WORK REQUIRED — Check every line of the data and copy the ones where "canvas" appears.

MATERIAL TO PROCESS section start

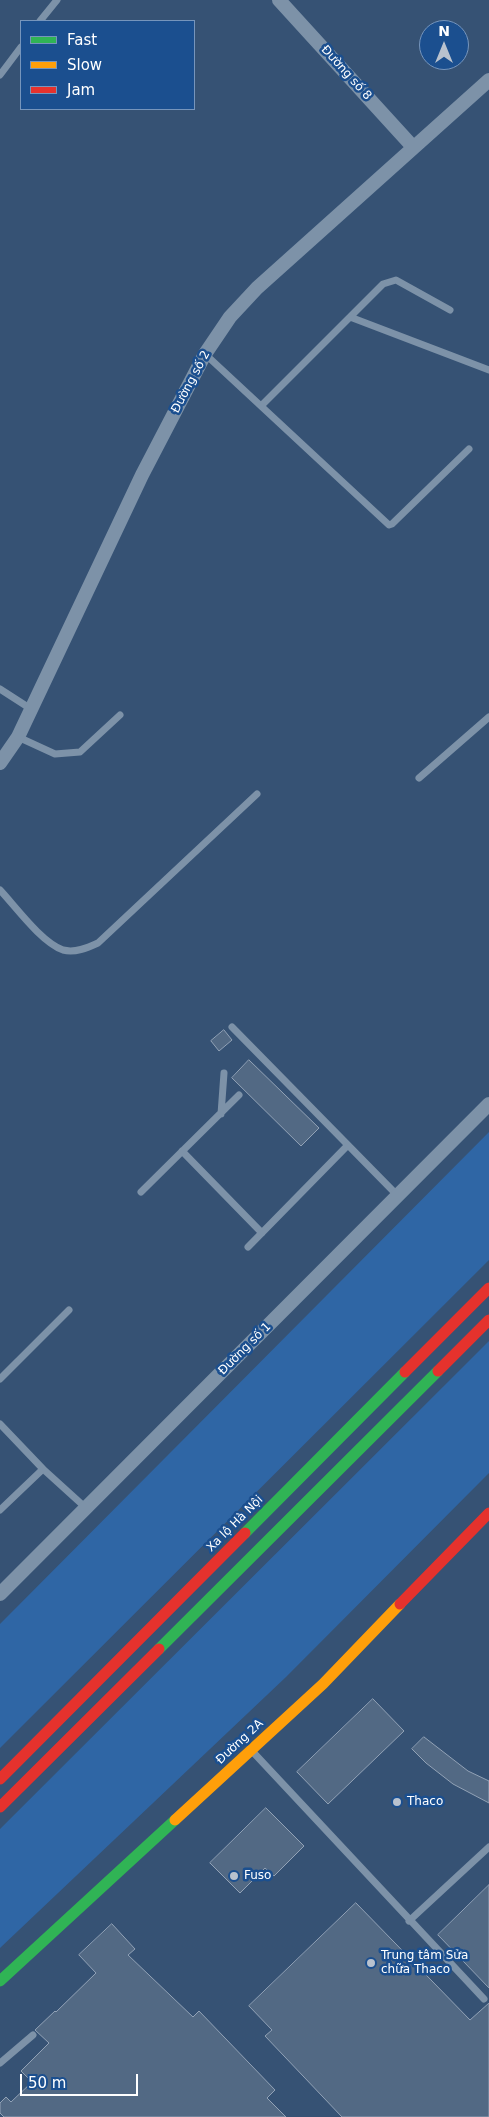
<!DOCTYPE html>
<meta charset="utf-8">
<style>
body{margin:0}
#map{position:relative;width:489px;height:2117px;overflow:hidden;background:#365274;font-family:"DejaVu Sans",sans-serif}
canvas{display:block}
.legend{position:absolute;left:20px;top:20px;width:175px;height:90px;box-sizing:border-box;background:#1b4f8f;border:1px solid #7695bc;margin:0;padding:6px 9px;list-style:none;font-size:15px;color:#fff}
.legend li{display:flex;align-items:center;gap:10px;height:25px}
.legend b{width:25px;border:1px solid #7695bc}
.north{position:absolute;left:419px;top:20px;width:50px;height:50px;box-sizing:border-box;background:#1b4f8f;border:1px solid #7695bc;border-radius:50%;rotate:0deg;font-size:14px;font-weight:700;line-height:20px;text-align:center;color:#fff}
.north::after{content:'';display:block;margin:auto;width:18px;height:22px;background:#b9c2ce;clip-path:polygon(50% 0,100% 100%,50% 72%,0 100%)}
.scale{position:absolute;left:20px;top:2074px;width:118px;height:22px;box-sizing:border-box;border:2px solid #fff;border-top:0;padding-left:6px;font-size:15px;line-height:18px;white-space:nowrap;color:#fff;-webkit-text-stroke:4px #1b4f8f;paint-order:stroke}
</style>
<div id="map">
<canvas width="489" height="2117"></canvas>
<ul class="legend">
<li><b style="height:6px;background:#30b455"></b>Fast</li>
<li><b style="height:6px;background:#ff9f0a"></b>Slow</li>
<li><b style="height:6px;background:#e5322d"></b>Jam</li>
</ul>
<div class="north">N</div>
<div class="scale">50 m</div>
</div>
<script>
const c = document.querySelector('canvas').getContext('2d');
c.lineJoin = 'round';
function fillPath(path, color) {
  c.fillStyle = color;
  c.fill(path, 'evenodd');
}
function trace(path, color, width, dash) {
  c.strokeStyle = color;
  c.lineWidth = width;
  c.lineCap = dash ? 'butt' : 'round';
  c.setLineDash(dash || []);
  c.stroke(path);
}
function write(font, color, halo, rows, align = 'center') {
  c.font = font + ' "DejaVu Sans",sans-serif';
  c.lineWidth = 5;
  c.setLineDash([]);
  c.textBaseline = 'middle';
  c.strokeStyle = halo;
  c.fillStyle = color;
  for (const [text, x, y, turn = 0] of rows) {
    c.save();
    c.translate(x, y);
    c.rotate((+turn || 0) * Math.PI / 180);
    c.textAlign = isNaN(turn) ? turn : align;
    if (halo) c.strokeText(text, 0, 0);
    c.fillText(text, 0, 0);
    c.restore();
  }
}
fillPath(new Path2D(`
 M489,1132V1260L0,1748V1624Z
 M489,1341V1473L286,1677L0,1948V1829Z`), '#2f66a5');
const building = new Path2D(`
 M224,1030L232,1040L219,1051L211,1041Z
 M249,1060L319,1128L301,1146L232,1078Z
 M373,1699L404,1731L328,1804L297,1772Z
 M424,1737L468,1771L489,1781V1803L453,1784L426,1763L412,1749Z
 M266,1808L304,1846L274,1876L265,1868L240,1893L210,1863Z
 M489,1885V1988L438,1935Z
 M356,1903L470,2020L489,2003V2117H342L265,2036L272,2030L249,2006Z
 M112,1924L135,1949L128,1955L193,2017L199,2011L275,2090L267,2098L286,2117H4L0,2113V2103L6,2097L11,2102L32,2082L21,2071L49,2043L35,2030L55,2011L56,2012L96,1973L79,1955Z`);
fillPath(building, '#526984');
trace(building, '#92a2b6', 1);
trace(new Path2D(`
 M40,21L57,0
 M0,75L21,47
 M350,317L489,370
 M205,354L389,525L392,524L469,449
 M261,406L383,284L396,280L450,310
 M0,689L31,709
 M18,737L55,754L80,752L120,715
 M419,778L489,717
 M0,890C16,907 41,942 63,950C75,953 87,948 98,943L257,794
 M232,1027L397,1195
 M221,1114L224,1073
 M182,1151L262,1233
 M141,1192L239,1095
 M248,1247L348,1145
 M0,1379L69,1310
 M0,1424L43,1469
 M0,1510L43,1469L86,1508
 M252,1751L484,1999
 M409,1921L489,1847
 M0,2063L33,2035`), '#7d92a8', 7);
trace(new Path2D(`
 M279,0L413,147
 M0,763L18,737L142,475L205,354L230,317L257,288L489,80
 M0,1594L489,1104`), '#7d92a8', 14);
trace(new Path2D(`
 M245,1533L405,1372
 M159,1649L438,1371
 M0,1981L175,1820`), '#30b455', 11);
trace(new Path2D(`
 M175,1820L323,1684L400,1604`), '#ff9f0a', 11);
trace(new Path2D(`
 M438,1371L489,1320
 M405,1372L489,1288
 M400,1604L489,1513
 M0,1779L245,1533
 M0,1807L159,1649`), '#e5322d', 11);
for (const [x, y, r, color] of [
 [397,1802,5,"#b9c2ce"],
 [234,1876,5,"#b9c2ce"],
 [371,1963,5,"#b9c2ce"]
]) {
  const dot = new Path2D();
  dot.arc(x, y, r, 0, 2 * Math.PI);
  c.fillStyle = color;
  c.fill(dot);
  trace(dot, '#1b4f8f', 2);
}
write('12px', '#fff', '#1b4f8f', [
 ["Đường số 8",346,73,48],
 ["Đường số 2",191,382,-62],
 ["Đường số 1",245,1349,-45],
 ["Xa lộ Hà Nội",235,1524,-45],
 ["Đường 2A",240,1742,-43]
]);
write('12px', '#fff', '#1b4f8f', [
 ["Thaco",407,1802],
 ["Fuso",244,1876],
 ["Trung tâm Sửa",381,1956],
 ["chữa Thaco",381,1970]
], 'left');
</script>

MATERIAL TO PROCESS section end

TASK RESULT —
canvas{display:block}
<canvas width="489" height="2117"></canvas>
const c = document.querySelector('canvas').getContext('2d');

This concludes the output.